Re: Preservation of Guix (PoG) report 2023-03-13

2023-03-22 Thread Ludovic Courtès
Hello!

Timothy Sample  skribis:

[...]

>>> • Subversion support (for TeX-based documentation stuff, I guess)
>>
>> For the interested reader, details for helping in the implementation:
>>
>> https://issues.guix.gnu.org/issue/43442#9
>> https://issues.guix.gnu.org/issue/43442#11
>
> Fantastic.  That looks very promising!
>
>> However, it would ease all the dance if SWH would consider to store and
>> expose NAR hashes on their side.  As discussed here:
>>
>> https://gitlab.softwareheritage.org/swh/meta/-/issues/4538
>
> This would be nice, yes.

Good news is progress is happening on these fronts…

Ludo’.



Re: Preservation of Guix (PoG) report 2023-03-13

2023-03-18 Thread Timothy Sample
Hi Ludo,

Ludovic Courtès  writes:

> Do you think this could be turned into a Guix System service, with an
> eye towards making it run on project infrastructure?

I need to revisit what you did with Disarchive and Cuirass.  The process
for the PoG report is very similar.  I can’t jump into it right away,
but I agree that it would be better and I hope to work on it eventually.

> Subversion support should probably be high-priority because TeX Live is
> deep down in the dependency graph so if we ever lose it, we’re doomed.

I will start processing Subversion references on my end.  That way, we
will at least know how many of them are in the SWH archive.


-- Tim



Re: Preservation of Guix (PoG) report 2023-03-13

2023-03-18 Thread Timothy Sample
Hey,

Simon Tournier  writes:

> Well, I do not remember if you consider also the ’origin’
> (fixed-outputs) as ’inputs’ or ’patches’.  Do you?

I’m quite confident I’m getting everything.  I’ll describe my approach,
because I’m happy with it.  :)

The Guix package graph exists twice, essentially.  There’s the
high-level representation made up of packages, origins, gexps, etc.
Then, there is the low-level representation which is just derivations.
The high-level representation has nice metadata and makes sense to
humans, while the low-level representation is easy to traverse.
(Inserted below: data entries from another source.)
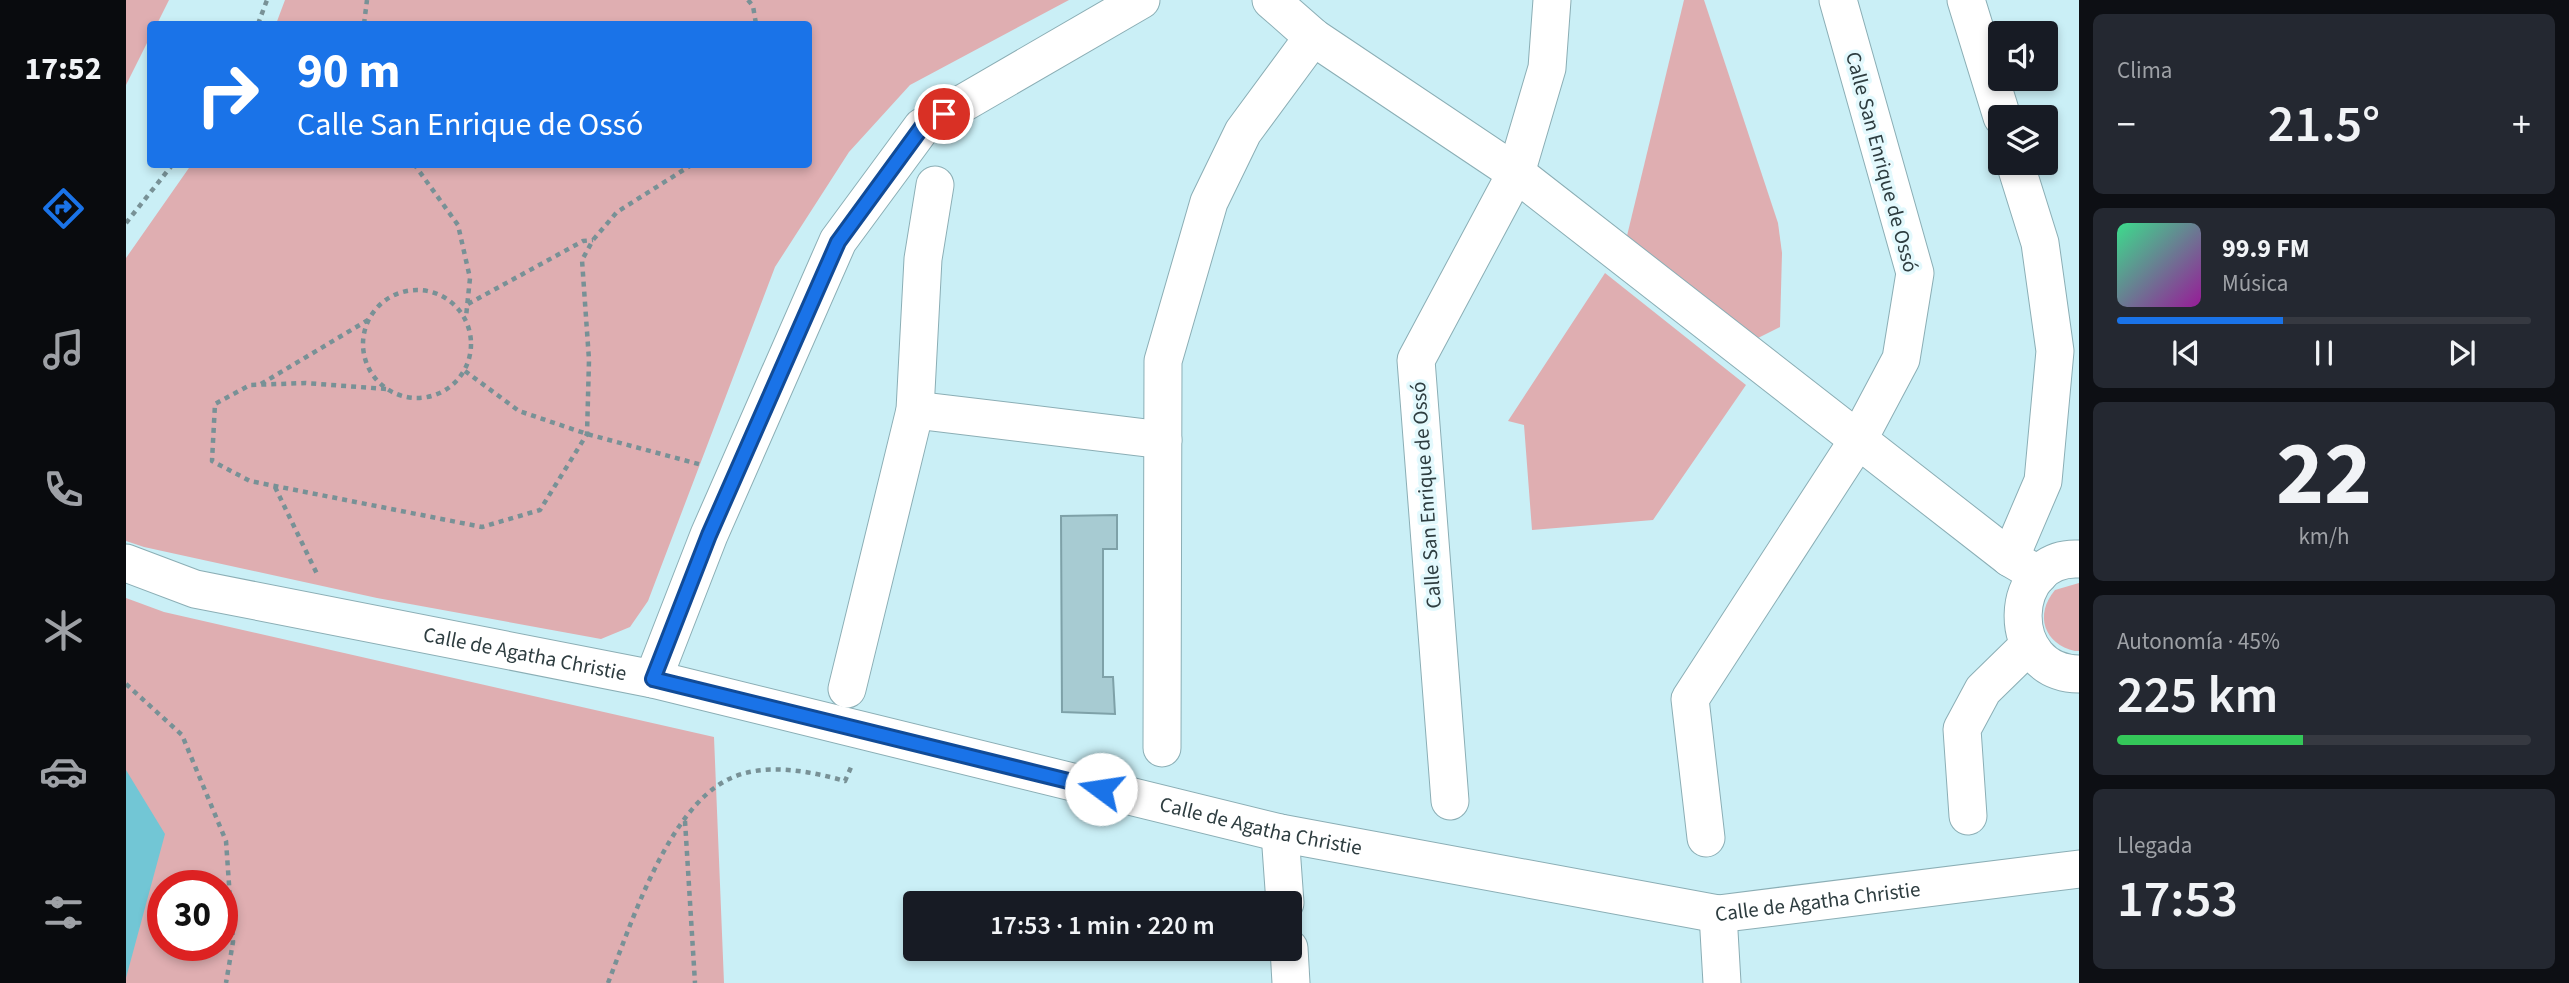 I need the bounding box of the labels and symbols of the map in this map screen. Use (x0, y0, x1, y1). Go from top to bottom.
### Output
street label: Calle San Enrique de Ossó (1838, 48, 1926, 276)
pin (914, 84, 974, 144)
street label: Calle San Enrique de Ossó (1403, 381, 1449, 609)
street label: Calle de Agatha Christie (421, 619, 629, 688)
position arrow (1064, 752, 1138, 826)
street label: Calle de Agatha Christie (1157, 789, 1364, 863)
speed limit sign: 30 (147, 870, 238, 961)
street label: Calle de Agatha Christie (1713, 874, 1922, 929) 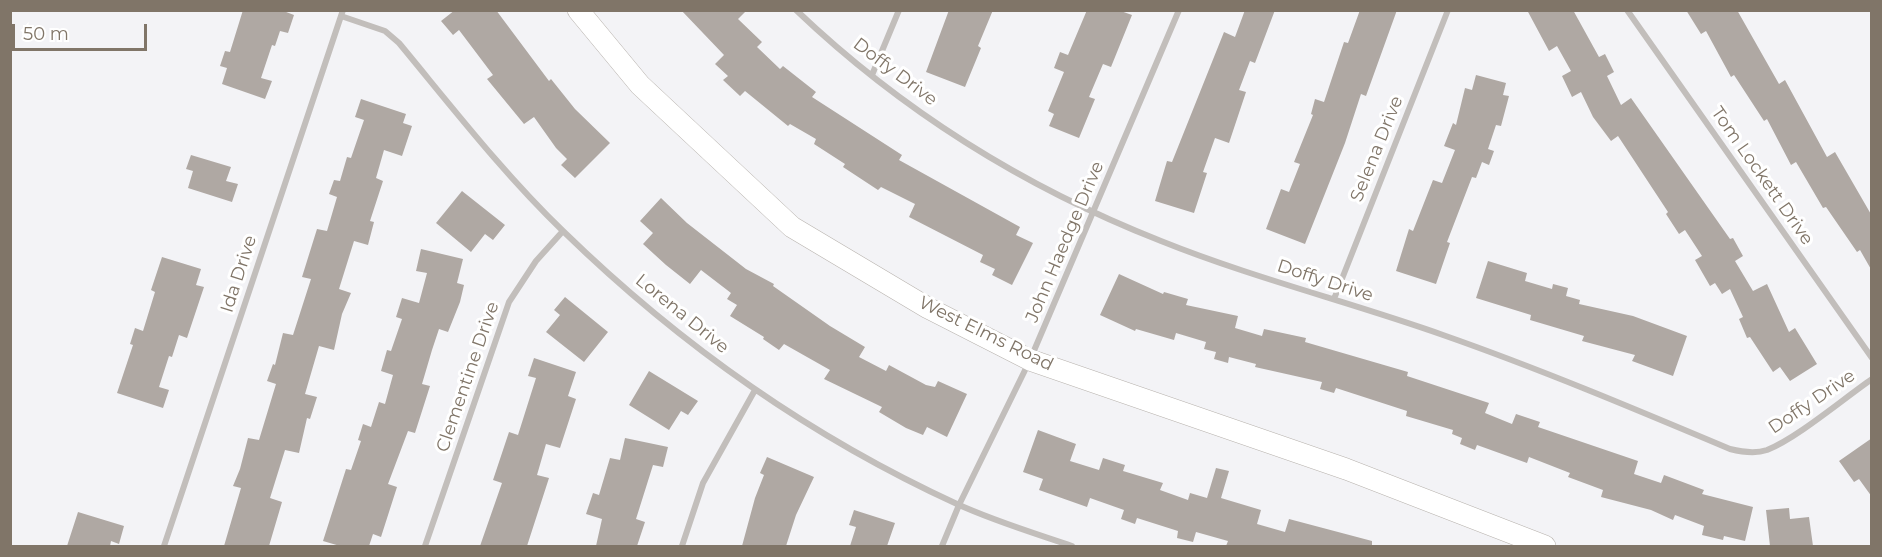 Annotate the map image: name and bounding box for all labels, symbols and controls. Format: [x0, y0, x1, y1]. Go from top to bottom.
scale bar [15, 12, 150, 50]
text: 50 m [23, 23, 69, 45]
street label: Doffy Drive [849, 33, 941, 111]
street label: Selena Drive [1346, 93, 1408, 205]
street label: Tom Lockett Drive [1706, 103, 1818, 249]
street label: John Haedge Drive [1021, 158, 1109, 326]
street label: Ida Drive [216, 233, 262, 315]
street label: Doffy Drive [1274, 255, 1376, 307]
street label: Lorena Drive [631, 270, 733, 358]
street label: West Elms Road [915, 292, 1057, 376]
street label: Clementine Drive [432, 299, 504, 455]
street label: Doffy Drive [1765, 365, 1859, 439]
AFAICT, there’s no generic way to traverse the high-level
representation.  Every lowerable object has complete control over how it
references other lowerable objects, and is not obliged provide any means
of listing those references.  That is, there’s no ‘lowerable-inputs’
procedure or anything like that.  (We have ‘bag-node-edges’ in ‘(guix
scripts graph)’, but it doesn’t cover everything.)

What I do for the report is traverse (as best I can) the high-level
representation and construct a map from derivations to origin objects.
Then, I traverse the low-level representation to find all the
fixed-output derivations.  Finally, I use the map to look up origin
objects for each fixed-output derivation.  If I miss an origin object,
the fixed-output derivation still gets recorded.  It will show up in the
report as “unknown” until I investigate why it’s missing and correct it.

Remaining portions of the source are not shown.